▼

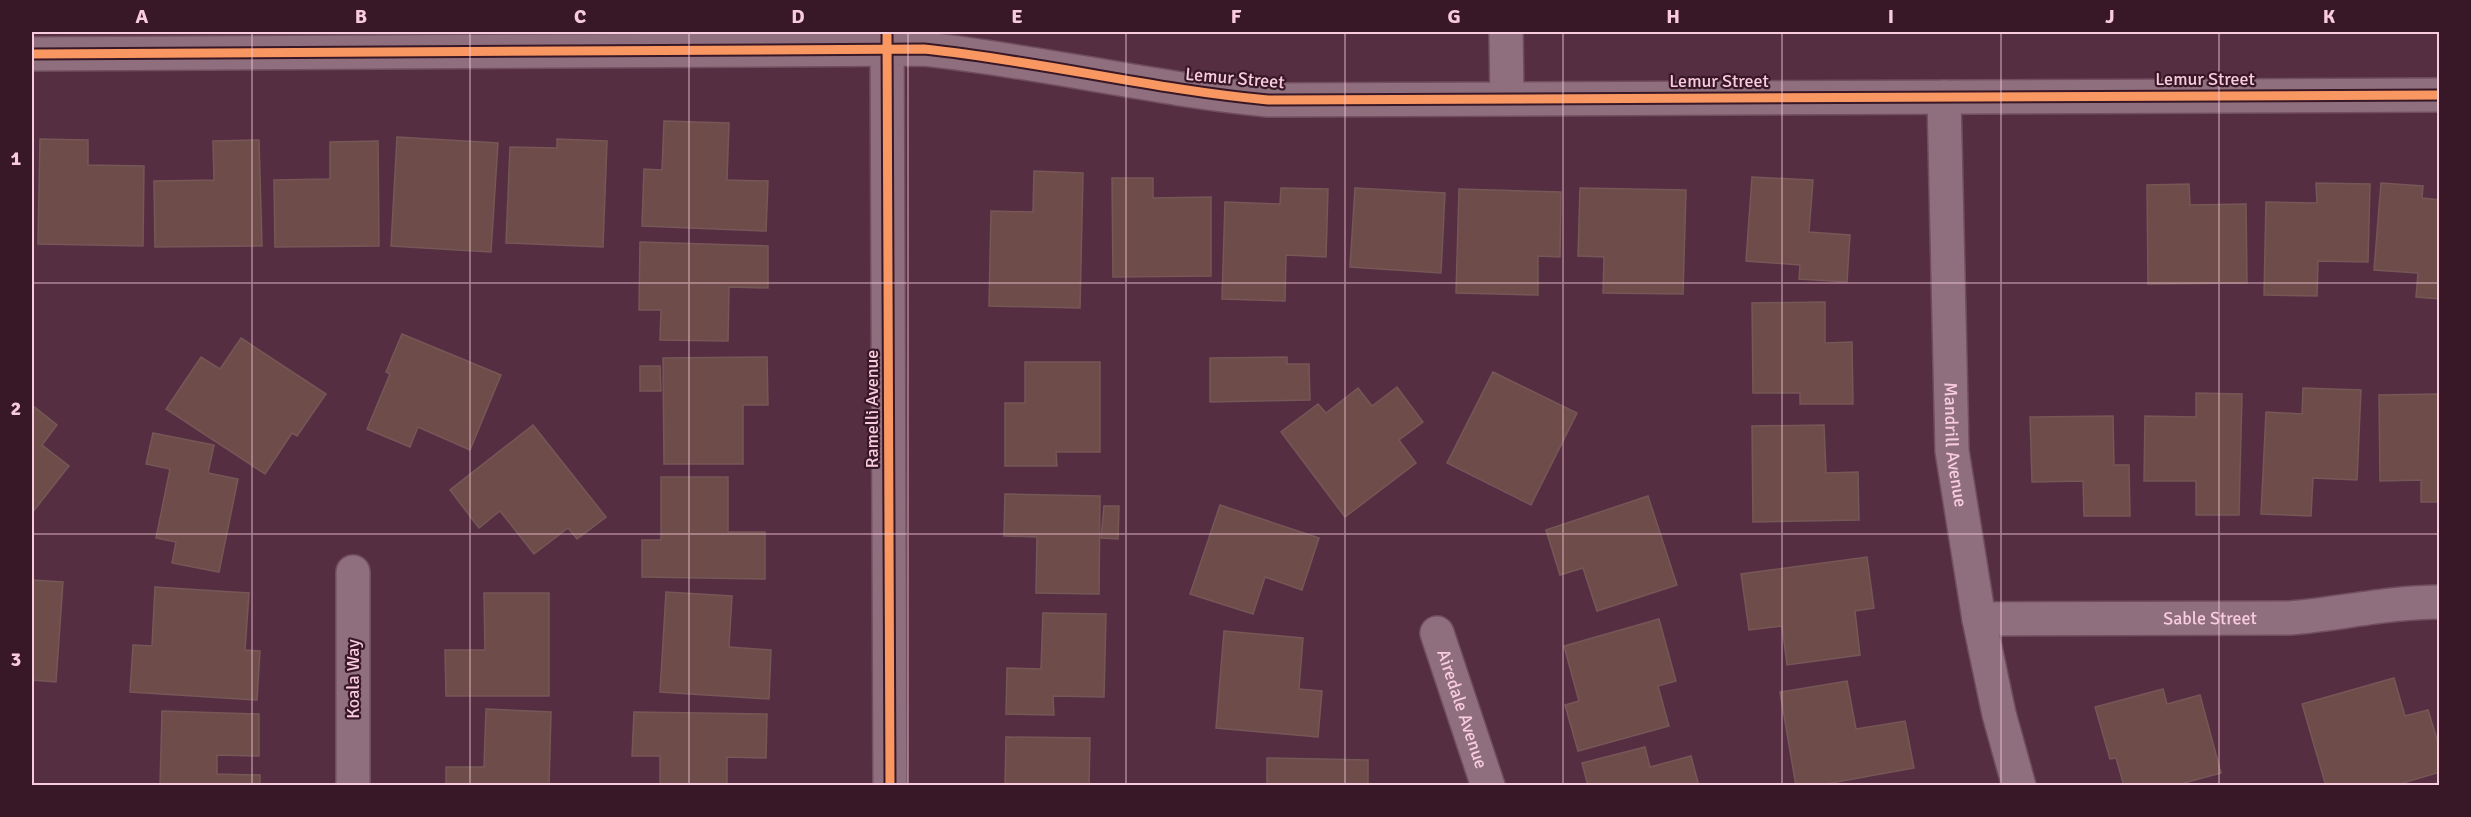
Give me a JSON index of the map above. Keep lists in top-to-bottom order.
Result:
{
  "streets": {
    "street": [
      "Lemur Street",
      "Ramelli Avenue",
      "Mandrill Avenue",
      "Sable Street",
      "Koala Way",
      "Airedale Avenue"
    ]
  },
  "crossings": [
    ["Lemur Street", "Ramelli Avenue"],
    ["Lemur Street", "Mandrill Avenue"],
    ["Mandrill Avenue", "Sable Street"]
  ],
  "grid": {
    "columns": [
      "A",
      "B",
      "C",
      "D",
      "E",
      "F",
      "G",
      "H",
      "I",
      "J",
      "K"
    ],
    "rows": ["1", "2", "3"]
  }
}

▲

WHAT IS REQUIRED >> Your copy of the entries must be exact and must contain no pictures.

PROBLEM SOLUTION >>
Give me a JSON index of the map above. Keep lists in top-to-bottom order.
Result:
{
  "streets": {
    "street": [
      "Lemur Street",
      "Ramelli Avenue",
      "Mandrill Avenue",
      "Sable Street",
      "Koala Way",
      "Airedale Avenue"
    ]
  },
  "crossings": [
    ["Lemur Street", "Ramelli Avenue"],
    ["Lemur Street", "Mandrill Avenue"],
    ["Mandrill Avenue", "Sable Street"]
  ],
  "grid": {
    "columns": [
      "A",
      "B",
      "C",
      "D",
      "E",
      "F",
      "G",
      "H",
      "I",
      "J",
      "K"
    ],
    "rows": ["1", "2", "3"]
  }
}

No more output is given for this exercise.